* _Provided data_

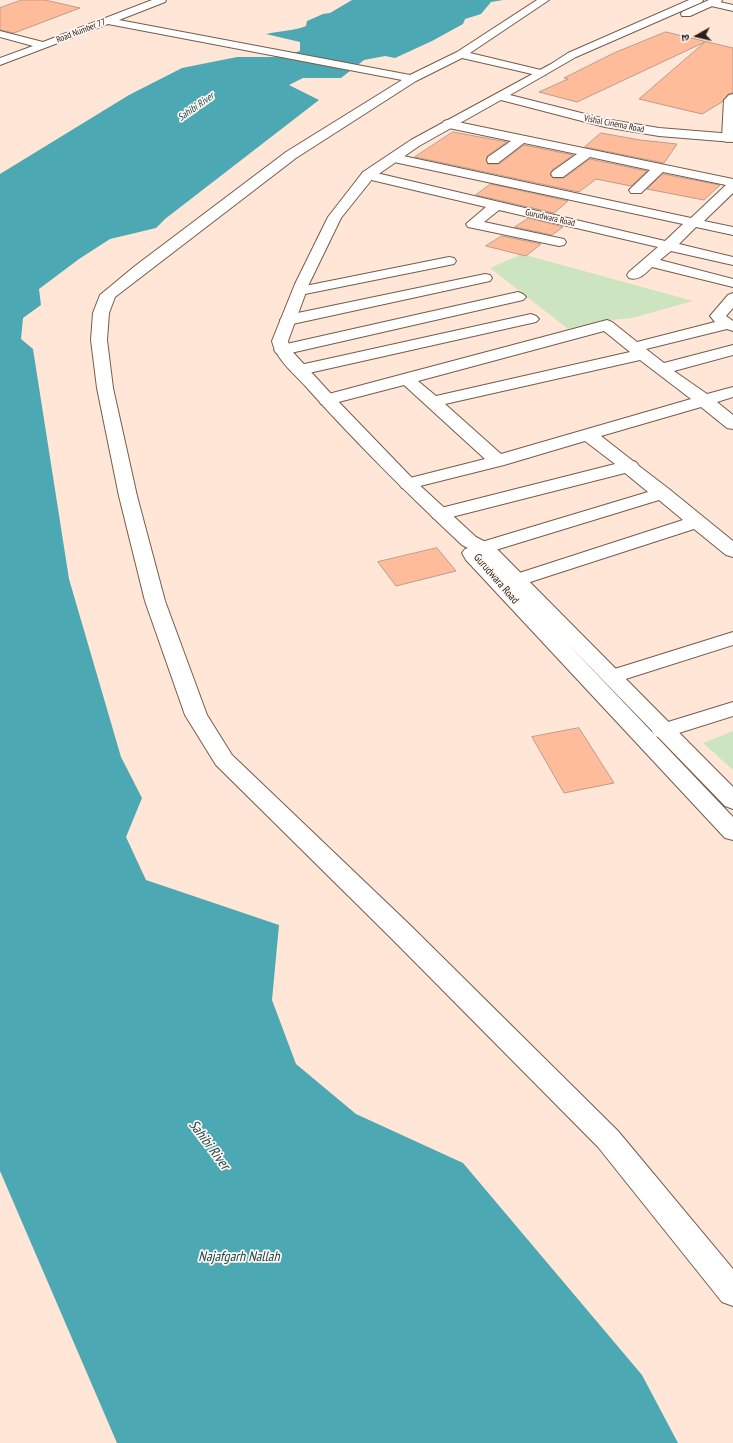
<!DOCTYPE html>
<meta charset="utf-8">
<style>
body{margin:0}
#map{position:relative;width:733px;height:1443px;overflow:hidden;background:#ffe6d6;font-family:"PT Sans Narrow","Noto Sans Devanagari",sans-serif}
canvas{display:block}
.north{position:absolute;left:677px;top:16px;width:40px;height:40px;-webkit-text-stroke:3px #fef7f3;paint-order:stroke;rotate:262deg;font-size:11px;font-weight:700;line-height:16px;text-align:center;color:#2b2019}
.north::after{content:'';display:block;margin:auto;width:14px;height:18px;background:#2b2019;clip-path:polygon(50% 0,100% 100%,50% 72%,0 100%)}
</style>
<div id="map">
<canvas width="733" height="1443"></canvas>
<div class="north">उ</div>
</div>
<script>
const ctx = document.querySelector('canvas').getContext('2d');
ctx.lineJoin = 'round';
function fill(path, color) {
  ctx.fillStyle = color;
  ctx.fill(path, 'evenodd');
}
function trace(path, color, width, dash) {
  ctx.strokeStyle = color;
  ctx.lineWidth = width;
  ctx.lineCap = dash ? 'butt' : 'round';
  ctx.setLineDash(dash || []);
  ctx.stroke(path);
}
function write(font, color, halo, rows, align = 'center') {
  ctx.font = font + ' "PT Sans Narrow",sans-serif';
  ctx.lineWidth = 3.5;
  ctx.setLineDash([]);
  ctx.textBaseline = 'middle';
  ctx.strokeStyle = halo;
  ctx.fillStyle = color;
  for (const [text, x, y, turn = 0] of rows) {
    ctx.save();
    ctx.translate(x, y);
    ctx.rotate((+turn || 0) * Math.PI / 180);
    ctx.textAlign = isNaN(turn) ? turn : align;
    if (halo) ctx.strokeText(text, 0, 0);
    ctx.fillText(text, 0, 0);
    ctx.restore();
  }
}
fill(new Path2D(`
 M522,254l171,47 -61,17 -21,2 -43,9 -78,-61z
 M733,731v39l-30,-27z`), '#cce5c0');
fill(new Path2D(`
 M352,0h151l-12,2 -10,12 -16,5 -2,5 -31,17 -37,17 -10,-2 -21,4 -23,18h-38l-14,7 30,15 -154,119 -9,9 -46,11 -31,20 -40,30 2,16 -18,13 -2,21 12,10 36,230 52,178 21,41 -16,39 20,43 133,45 -7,75 24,64 60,50 107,49 179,212 36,68h-561l-117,-272v-997l129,-79 53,-27 55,-11h41l22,-6v-9l-34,-8c13,-3 27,-3 40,-8l1,-5 16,-7 7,-1z`), '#4ca8b2');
const building = new Path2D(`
 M22,0h23l35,8 -66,25 -14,-3v-22z
 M666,32l67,16v45l-5,1 -6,8 -20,12 -63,-15 66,-57 -128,60 -38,-10 29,-13 -4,-1 50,-25z
 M453,132l54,10 -20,14 -1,4 2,4h11l25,-19 49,10 -21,15 -2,5 3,3h11l26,-19 57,12 -16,15 -35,-7 -17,13 -164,-35z
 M601,133l39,7 37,4 -13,19 -79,-16z
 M663,174l57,11 -16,15 -57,-11z
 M491,184l77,17 -14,12 -78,-18z
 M529,218l34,9 -11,8 -37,-8z
 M502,236l39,8 -15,12 -40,-10z
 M437,548l19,23 -60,15 -18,-24z
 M579,728l35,55 -50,10 -32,-56z`);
fill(building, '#febc9b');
trace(building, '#bb9c8c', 1);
const minor = new Path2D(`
 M152,0h14l-1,2 -46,18 291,55 47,-23 80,-52h12l-79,53 75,18 2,2 -2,2 -4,1 -79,-18 -46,23 -120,77 -181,139 -6,16 -2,27 6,48 24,108 28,105 42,114 25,40 178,170 208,206 115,138v37l-11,-4 -124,-155 -206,-208 -176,-174 -31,-50 -40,-114 -26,-105 -22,-108 -6,-48 2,-27 7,-18 35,-29 151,-114 116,-72 -294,-56 -108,41v-7l33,-12 -33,-9v-6l43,11z
 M711,0l22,5v6l-26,-6 -1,-2z
 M733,94v46l-5,2 -4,-1 -2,-3 2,-38 5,-5z
 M448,120l285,59v14l-29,28 29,6v8l-37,-8 -17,17 54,13v8l-62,-14 -11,9 73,19v8l-81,-20c-7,7 -13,14 -23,11l-2,-3 2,-3 29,-25 -159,-37 -15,12 75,16 5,1 2,3 -2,3 -5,1 -86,-18 -5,-1 -2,-3 20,-17 -123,-29 -2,-3 2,-3 5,-1 297,70 18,-17 -289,-62 -5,-1 -1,-3 1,-3 5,-1 297,64 35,-33 -63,-13 -22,21h-10l-2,-3 21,-20 -60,-13 -27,20h-10l-2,-3 2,-3 24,-17 -53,-11 -26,20h-10l-1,-3 1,-3 23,-16 -67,-14 -2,-3 2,-3z
 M449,257l5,1 2,3 -2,3 -154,31 -5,-1 -2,-3 2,-3 5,-1z
 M485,274l5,1 2,3 -2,3 -202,44 -5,-2 -3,-3 3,-3 5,-2z
 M518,292l5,2 3,3 -3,3 -241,55 -6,-2 -2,-3 2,-3 6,-2z
 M733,293v15l-7,8 7,5v10l-6,-2 -81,20 18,14 69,-18v10l-59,16 33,23 26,-7v10l-16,5 16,13v14l-6,-1 -26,-21 -100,29 32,25 3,1 3,4 30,23 64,52v16l-7,-2 -32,-26 -170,55 -7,2 -7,-2 -3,-4 3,-4 173,-56 -24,-20 -170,52 -7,2 -7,-2 -3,-4 3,-4 173,-52 -23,-19 -185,47 -7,-2 -2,-4 2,-4 182,-46 -30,-23 -81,24 -96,24 -6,-1 -3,-4 3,-4 83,-21 -81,-74 -77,20 -6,-1 -2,-4 2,-4 286,-76 5,2 25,20 78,-20 -5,-6 18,-21zM604,331l26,21 -194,44 -18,-15zM640,360l51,39 -190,55 -56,-50z
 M531,314l5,2 3,3 -3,3 -236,53 -6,-2 -2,-3 2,-3 6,-2z
 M733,632v13l-120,38 -8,-1 -3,-5 3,-5z
 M733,702v14l-70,22 -8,-2 -3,-5 3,-5z`);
const tertiary = new Path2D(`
 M689,0h14l-1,2 -126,55 -66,38 95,24 54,9 74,6v8l-74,-6 -54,-9 -104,-27 -82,46 -46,32 -32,40 -32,66 -21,57 2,8 43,47 81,84 62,57 19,10 238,240v22l-8,-3 -158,-163 166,174v23l-8,-2 -259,-278 -4,-7 3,-4 3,-1 -6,-3c-53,-50 -105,-101 -154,-156 -12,-14 -32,-29 -36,-48l23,-57 33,-67 35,-45 48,-32 140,-76 17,-11z
 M709,0h13l-1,2 -31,14h-8l-1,-2 1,-2z`);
trace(minor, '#765c4b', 2);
trace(tertiary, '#765c4b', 2);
fill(minor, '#fff');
fill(tertiary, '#fff');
write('9px', '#2b2019', '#fef7f3', [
 ["Road Number 77",81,31,-21],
 ["Vishal Cinema Road",614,124,11],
 ["Gurudwara Road",550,218,13]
]);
write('italic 10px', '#1b454a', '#fef7f3', [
 ["Sahibi River",196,107,-35]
]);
write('11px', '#2b2019', '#fef7f3', [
 ["Gurudwara Road",496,579,49]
]);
write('italic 14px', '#1b454a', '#fef7f3', [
 ["Sahibi River",209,1145,53],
 ["Najafgarh Nallah",239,1257]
]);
</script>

* _Problem_
Filter the listing above for lines with the word "lineWidth", and copy each one you find.

* _Answer section_
  ctx.lineWidth = width;
  ctx.lineWidth = 3.5;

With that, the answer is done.